» **Problem statement**
Go line by line through the listing below and copy those that hold "scale".

» **Records provided**
_ _ _

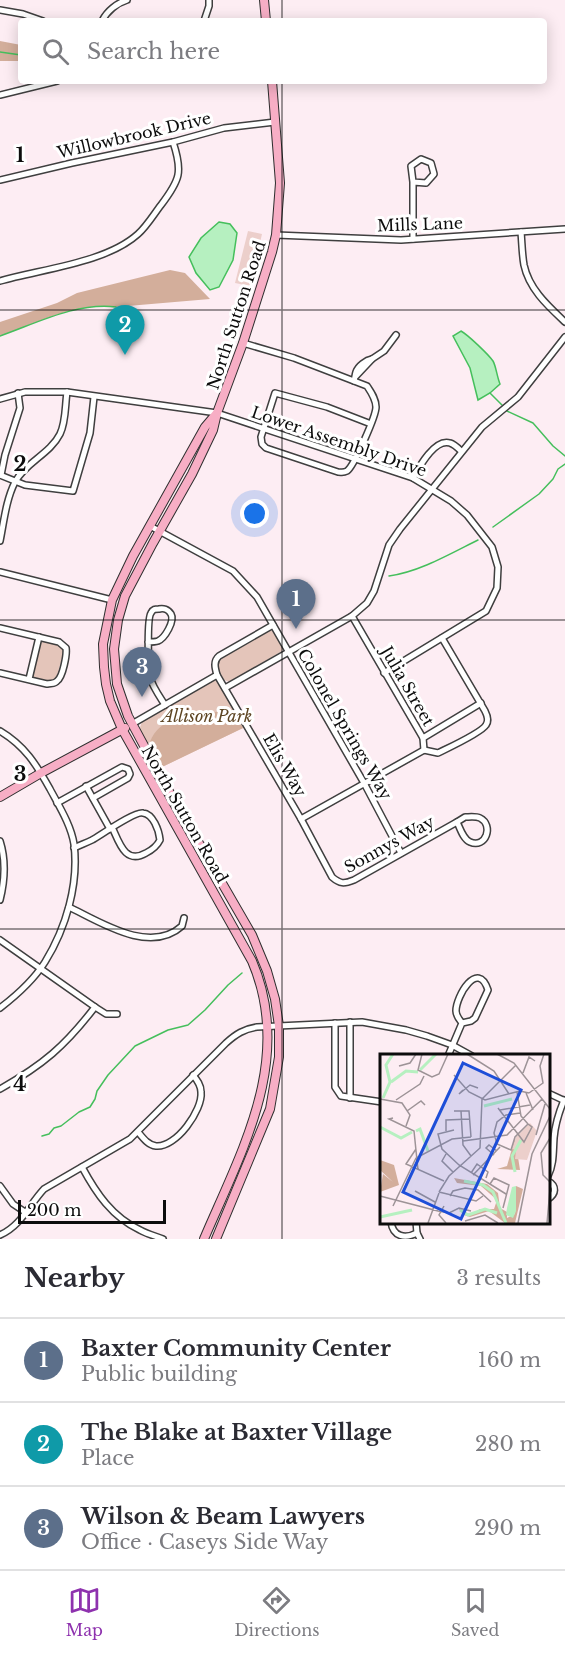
<!DOCTYPE html>
<html lang="en">
<head>
<meta charset="utf-8">
<style>
  body { margin:0; font-family:"Libre Baskerville",serif; background:#f7f7f7; color:#2b2b33 }
  .scale { position:absolute; left:18px; bottom:15px; width:148px; box-sizing:border-box; padding-left:6px; border:3px solid #0c0c0c; border-top:0; font-size:16px; line-height:21px; white-space:nowrap; color:#0c0c0c; -webkit-text-stroke:4px #fff; paint-order:stroke }
  .you { position:absolute; left:255px; top:514px; width:21px; height:21px; margin:-15px; border:4px solid #fff; border-radius:50%; background:#1a73e8; box-shadow:0 0 0 9px #1a73e833 }
  .badge { display:grid; place-items:center; width:39px; height:39px; border-radius:50%; background:#8e32ae; color:#fff; font-size:20px; font-weight:700 }
  .pin { position:absolute; translate:-50% -50px; filter:drop-shadow(0 2px 3px #0008) }
  .pin::after { content:''; position:absolute; top:32px; width:21px; height:18px; background:inherit; clip-path:polygon(0 0,100% 0,50% 100%) }
  .list { margin:0; padding:0; list-style:none }
  h2 { display:flex; justify-content:space-between; align-items:center; height:78px; margin:0; padding:0 24px; font-size:26px }
  h2 small { font-size:20px; font-weight:400; color:#7c7c81 }
  .list li { display:grid; grid-template-columns:39px 1fr auto; gap:18px; align-items:center; box-sizing:border-box; height:84px; padding:0 24px; border-top:2px solid #e1e1e2 }
  .list b { display:block; font-size:22px; white-space:nowrap }
  .list p { margin:0; font-size:20px; white-space:nowrap; color:#7c7c81 }
  .list em { font-size:20px; font-style:normal; color:#7c7c81 }
  .icon { flex:none; width:33px; height:33px; fill:none; stroke:currentColor; stroke-width:2; stroke-linecap:round; stroke-linejoin:round }
  .map { position:relative; flex:none; width:565px; height:1239px; overflow:hidden }
  .search { position:absolute; background:#fff; box-shadow:0 3px 15px #0003; left:18px; right:18px; top:18px; height:66px; display:flex; align-items:center; gap:15px; box-sizing:border-box; padding:0 21px; border-radius:6px; color:#7c7c81; font-size:22px }
  .sheet { height:330px; background:#fff }
  nav { display:flex; justify-content:space-around; align-items:center; box-sizing:border-box; height:84px; border-top:2px solid #e1e1e2; background:#fff; font-size:16px; color:#7c7c81 }
  nav a { display:grid; justify-items:center; gap:3px }
  nav .on { color:#8e32ae }
  .map>svg:first-child { display:block }
  .green { fill:#e4c5ba }
  .forest { fill:#d3ae9b }
  .pitch { fill:#eccfcb }
  .water { fill:#b6f0c0; stroke:#45bf5c; stroke-width:1.5 }
  .lines { fill:none; stroke-linecap:round; stroke-linejoin:round }
  .stream { stroke:#45bf5c; stroke-width:1.5 }
  .street-casing { stroke:#3f3f3f; stroke-width:8 }
  .secondary-casing { stroke:#2e2e2e; stroke-width:10 }
  .street { stroke:#fff; stroke-width:5 }
  .secondary { stroke:#f7aec5; stroke-width:8 }
  .grid { fill:none; stroke:#0c0c0c; stroke-width:1.5; stroke-opacity:0.55 }
  .labels { text-anchor:middle; dominant-baseline:central; stroke-width:6; stroke-linejoin:round; paint-order:stroke }
  .street-label { font-size:16px; fill:#0c0c0c; stroke:#fff }
  .park-label { font-size:16px; font-style:italic; fill:#5d4523; stroke:#fff }
  .inset-river { fill:none; stroke:#b6f0c0; stroke-width:3 }
  .inset-road { fill:none; stroke:#9d9397; stroke-width:1.5 }
  .view { fill:#1d4ed8; fill-opacity:0.15; stroke:#1d4ed8; stroke-width:3 }
  .inset-edge { fill:none; stroke:#0c0c0c; stroke-width:3 }
  .grid-label { font-size:20px; text-anchor:middle; font-weight:bold; fill:#0c0c0c; stroke:#fff; stroke-width:6; stroke-linejoin:round; paint-order:stroke }
</style>
</head>
<body>
<div class="map">
<svg width="565" height="1239" viewBox="0 0 565 1239">
  <rect width="100%" height="100%" fill="#fdedf3"/>
  <g class="green">
    <path d="M269,630l6,2 8,14 -1,5 -52,31 -6,-2c-4,-8 -10,-14 -4,-22z"/>
    <path d="M44,641l16,4 4,6 -8,28c-7,3 -18,3 -23,-3l8,-33z"/>
    <path d="M213,680l5,1 20,37 3,2 4,7 -85,41 -20,-38c0,-8 5,-14 13,-14z"/>
  </g>
  <g class="forest">
    <polygon points="0,41 21,45 21,61 0,61"/>
    <path d="M170,270l15,3 25,26 -94,8c-39,-5 -79,16 -116,29v-14l57,-19 20,-10z"/>
    <path d="M200,712h33l10,16 -81,39 -13,-22c6,-23 30,-29 51,-33z"/>
  </g>
  <polygon class="pitch" points="248,231 262,234 250,286 235,283"/>
  <g class="water">
    <polygon points="219,222 230,224 237,233 233,260 219,287 210,290 196,273 189,257 201,238"/>
    <path d="M461,331c7,4 27,23 32,30 3,5 4,16 7,23l-10,9 -12,7 -8,-32 -17,-32z"/>
  </g>
  <g class="lines">
    <g class="stream">
      <polyline points="0,52 21,55"/>
      <path d="M0,336c37,-13 77,-34 116,-29"/>
      <polyline points="490,393 502,405"/>
      <polyline points="507,411 533,423 553,446 565,456"/>
      <polyline points="493,527 539,494 553,479 558,469 565,464"/>
      <path d="M389,576c30,-4 61,-22 89,-36"/>
      <polyline points="42,1136 49,1134 54,1128 61,1126 79,1112 90,1107 95,1099 97,1091 108,1075 135,1046 168,1030 188,1025 205,1010 228,985 242,973"/>
    </g>
    <g class="street-casing">
      <g id="street">
        <polyline points="0,10 23,14 43,21"/>
        <path d="M102,21c5,-10 15,-18 25,-21"/>
        <polyline points="204,21 209,6 209,0"/>
        <polyline points="0,95 57,81"/>
        <polyline points="0,180 72,163 173,142 224,128 275,122"/>
        <polyline points="413,182 411,166 421,159 431,163 434,174 426,183 413,182 413,239"/>
        <path d="M521,232c1,11 1,22 3,33 5,24 24,41 41,57"/>
        <polyline points="276,235 401,240 565,229"/>
        <path d="M0,281c41,-12 106,-18 138,-47 9,-8 16,-20 23,-29 19,-25 22,-33 12,-63"/>
        <path d="M243,343l51,15 73,28c4,6 9,13 9,21 0,9 -22,59 -29,64 -4,2 -5,1 -9,1l-72,-24 -4,-4 -1,-7 14,-44 52,14 44,17"/>
        <polyline points="372,359 384,351 396,335"/>
        <path d="M354,381c1,-3 1,-6 2,-9 2,-6 10,-12 16,-13l-16,17"/>
        <polyline points="0,399 25,392 67,392 217,413 413,478 451,501 467,515 492,547 498,567 497,588 486,611 384,673"/>
        <polyline points="0,475 25,485 73,491 90,433 94,397"/>
        <polyline points="1,475 5,455 20,408 18,393"/>
        <path d="M413,478c6,-11 22,-40 37,-35 4,1 8,5 11,8"/>
        <polyline points="150,526 233,571 257,597 364,783 401,853"/>
        <path d="M0,541c4,-20 6,-41 15,-59 11,-20 35,-28 45,-48 6,-12 5,-28 7,-42"/>
        <polyline points="0,572 112,600"/>
        <polyline points="352,616 423,738 424,750"/>
        <path d="M273,625l-54,31c-6,5 -4,12 -2,19l84,144 31,58c8,7 12,7 22,3l103,-58"/>
        <path d="M0,628l59,14 7,6c1,6 -3,29 -9,33 -2,3 -6,2 -10,3l-47,-11"/>
        <path d="M148,642c3,0 7,0 10,-1 7,-3 17,-20 13,-27 -3,-5 -8,-6 -12,-5 -4,0 -6,0 -8,4 -4,5 -3,56 -1,64 2,9 10,20 15,28"/>
        <polyline points="29,679 39,637"/>
        <polyline points="225,688 352,616 367,603 374,591 389,545 400,529 482,427 518,397 565,337"/>
        <polyline points="132,724 217,675"/>
        <path d="M0,731c25,15 36,33 50,58 9,17 21,36 24,55 5,40 -8,84 -29,118 -12,19 -28,33 -45,46"/>
        <polyline points="423,738 481,703"/>
        <path d="M424,750l14,3c10,-5 43,-20 48,-28 3,-4 1,-10 -1,-14l-43,-73"/>
        <polyline points="86,786 110,829"/>
        <polyline points="57,803 122,767 128,769 130,774 128,778 93,798"/>
        <path d="M465,817c4,0 11,-1 15,1 14,7 6,31 -10,24 -7,-3 -10,-14 -13,-20z"/>
        <polyline points="301,819 424,750"/>
        <path d="M0,841c6,19 5,39 0,59"/>
        <path d="M74,848c6,-3 12,-5 18,-8 9,-5 43,-29 51,-27 10,1 16,17 17,27 -3,6 -8,10 -14,13 -21,12 -27,-11 -34,-26"/>
        <path d="M69,907c31,15 81,48 113,19l2,-8"/>
        <polyline points="0,940 95,1007 106,1014 117,1014"/>
        <polyline points="335,1023 335,1087 341,1096 382,1102"/>
        <path d="M448,1056l14,-33 9,-2 4,-3 13,-28c-10,-31 -32,6 -32,21 0,5 3,8 6,12"/>
        <path d="M0,1089c43,-24 65,-43 95,-82"/>
        <polyline points="548,1093 565,1101"/>
        <polyline points="350,1098 350,1022"/>
        <path d="M138,1132c5,6 10,13 18,14 20,2 47,-36 45,-54 0,-7 -4,-12 -8,-17"/>
        <path d="M82,1167c14,26 30,50 58,63 7,4 15,6 23,9"/>
        <path d="M548,1176c6,-12 5,-24 6,-38 1,-13 5,-26 10,-38"/>
        <path d="M548,1181c9,5 8,13 0,18"/>
        <polyline points="0,1186 13,1204 25,1212"/>
        <path d="M391,1222c2,15 14,17 26,11"/>
        <polyline points="416,1222 417,1233 420,1239"/>
        <path d="M0,1235c21,-9 29,-30 44,-46l86,-50 96,-96c10,-9 18,-14 31,-16l105,-5 44,8 21,6 25,9 20,11"/>
      </g>
    </g>
    <g class="secondary-casing">
      <g id="secondary">
        <polyline points="264,0 266,21"/>
        <polyline points="0,797 41,773 125,728"/>
        <path d="M204,1239c38,-89 90,-180 48,-278l-130,-232 -12,-28 -4,-17 -2,-17 -1,-23 9,-44 21,-44 72,-129 11,-13"/>
        <polyline points="216,1239 270,1109 279,1057 279,1026 275,999 267,971 252,935 163,781 128,716 117,684 114,649 118,620 125,596 153,543 192,474 213,430 217,413 243,343 272,252 276,235 280,183 272,81"/>
      </g>
    </g>
    <use href="#street" class="street"/>
    <use href="#secondary" class="secondary"/>
  </g>
  <path class="grid" d="M282,0v21M282,81v1158M0,310h565M0,620h565M0,929h565"/>
  <g class="labels">
    <g class="street-label">
      <text transform="translate(134 135) rotate(-13)">Willowbrook Drive</text>
      <text transform="translate(420 224) rotate(-2)">Mills Lane</text>
      <text transform="translate(236 315) rotate(-72)">North Sutton Road</text>
      <text transform="translate(339 441) rotate(19)">Lower Assembly Drive</text>
      <text transform="translate(408 686) rotate(60)">Julia Street</text>
      <text transform="translate(345 724) rotate(60)">Colonel Springs Way</text>
      <text transform="translate(285 765) rotate(60)">Elis Way</text>
      <text transform="translate(185 814) rotate(60)">North Sutton Road</text>
      <text transform="translate(389 844) rotate(-29)">Sonnys Way</text>
    </g>
    <g class="park-label">
      <text x="207" y="716">Allison Park</text>
    </g>
  </g>
  <g transform="translate(380 1054)">
    <rect width="170" height="170" fill="#fdedf3"/>
    <path d="M135,84l5,32 -23,-1 -9,-6 9,6 10,-3zM0,106l14,5 5,20 -19,7 3,-18 10,8 -13,-12zM74,124l33,6 11,9 2,15 7,4v6l8,-4 1,-28 7,3 -8,34h-10l-16,-12 -19,6 -6,-2 -6,-7 13,7 9,-6h14l3,-9 -16,-14 -24,-3z" fill="#d3ae9b"/>
    <path d="M150,69l7,8 -10,29 -12,-1 1,-9 -4,-1 4,-12z" fill="#eccfcb"/>
    <path d="M136,132v25l-3,7 -7,-3 1,-7 5,-21z" fill="#b6f0c0"/>
    <path class="inset-river" d="M40,16l16,-16M11,28l15,-11 12,1M3,44l7,-16 -4,-17 7,-11M104,52l28,-7M0,73l21,11 11,-6M36,77l4,-2 8,22M135,118l-3,-16 9,-16M84,127l19,4 10,7 13,31M80,156l8,5 17,-6 12,4M0,163l32,-7"/>
    <path class="inset-road" d="M42,0l-4,16 14,7 7,-3 9,-20M87,0l27,17 15,23M117,0l17,9 36,46M19,12l11,-3 6,-9M143,19l6,-16 6,4M74,21l15,17 16,8 35,-9 9,2M83,36l-4,4 11,-9 8,3M137,38l4,24 7,8M146,39l7,17M149,39l14,-10 -3,-17 4,-12M0,45l22,4 8,12 -4,11M16,46l24,-16 4,-8M118,54l26,34 8,-15 -4,-3M120,56l30,-5M27,57l14,-10 4,4M74,57h15l2,26M81,57l2,34 8,11M140,59l-14,2 -9,7 -3,11 3,11 14,6 4,-13 13,-13M13,64l-4,1 25,12 4,39M74,76l-16,4 4,15 17,16 47,29M66,77v-11l24,-1M156,81l9,-31M170,84l-9,15 2,22 7,7M83,87l44,-6 35,-36M36,95l-10,15 38,17M66,100l-4,7 11,11M114,101l-8,-7 3,-3 8,6M91,119l6,-9 11,8 -2,6M93,121l27,-28M110,130l4,-6 15,7 -6,23M35,137l20,11M59,138l37,9 7,-5M59,138l10,-16 31,-28 2,-49 34,-34M0,142l58,15 11,2 10,-5 12,3M70,142l3,-5 12,-3 13,2 13,12M13,152l23,-48 36,-19 19,-2M64,152l-5,9 7,8M85,167l20,-6 13,8M48,169l11,-30M138,169l14,-69 18,-38M167,169l3,-34"/>
    <path class="view" d="M83,9l58,27 -60,129 -58,-27z"/>
    <rect width="170" height="170" class="inset-edge"/>
  </g>
  <g class="grid-label">
    <text x="20" y="162">1</text>
    <text x="20" y="471">2</text>
    <text x="20" y="781">3</text>
    <text x="20" y="1091">4</text>
  </g>
</svg>
<div class="scale">200 m</div>
<div class="you"></div>
<div class="pin badge" style="left:296px;top:629px;background:#5c6f8a">1</div>
<div class="pin badge" style="left:125px;top:355px;background:#0f9aa8">2</div>
<div class="pin badge" style="left:142px;top:697px;background:#5c6f8a">3</div>
<div class="search"><svg class="icon" aria-label="search" viewBox="0 0 24 24"><circle cx="10" cy="10" r="6"/><path d="M15 15l6 6"/></svg>Search here</div>
</div>
<section class="sheet">
<h2>Nearby<small>3 results</small></h2>
<ul class="list">
<li><span class="badge" style="background:#5c6f8a">1</span><div><b>Baxter Community Center</b><p>Public building</p></div><em>160 m</em></li>
<li><span class="badge" style="background:#0f9aa8">2</span><div><b>The Blake at Baxter Village</b><p>Place</p></div><em>280 m</em></li>
<li><span class="badge" style="background:#5c6f8a">3</span><div><b>Wilson &amp; Beam Lawyers</b><p>Office · Caseys Side Way</p></div><em>290 m</em></li>
</ul>
</section>
<nav>
<a class="on"><svg class="icon" aria-label="map" viewBox="0 0 24 24"><path d="M3 6l6-2 6 2 6-2v14l-6 2-6-2-6 2zM9 4v14M15 6v14"/></svg>Map</a>
<a><svg class="icon" aria-label="directions" viewBox="0 0 24 24"><path d="M12 3l9 9-9 9-9-9zM9 14v-3h6M13 9l2 2-2 2"/></svg>Directions</a>
<a><svg class="icon" aria-label="saved" viewBox="0 0 24 24"><path d="M7 4h10v16l-5-4-5 4z"/></svg>Saved</a>
</nav>
</body>
</html>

_ _ _

» **Output of the exercise**
  .scale { position:absolute; left:18px; bottom:15px; width:148px; box-sizing:border-box; padding-left:6px; border:3px solid #0c0c0c; border-top:0; font-size:16px; line-height:21px; white-space:nowrap; color:#0c0c0c; -webkit-text-stroke:4px #fff; paint-order:stroke }
<div class="scale">200 m</div>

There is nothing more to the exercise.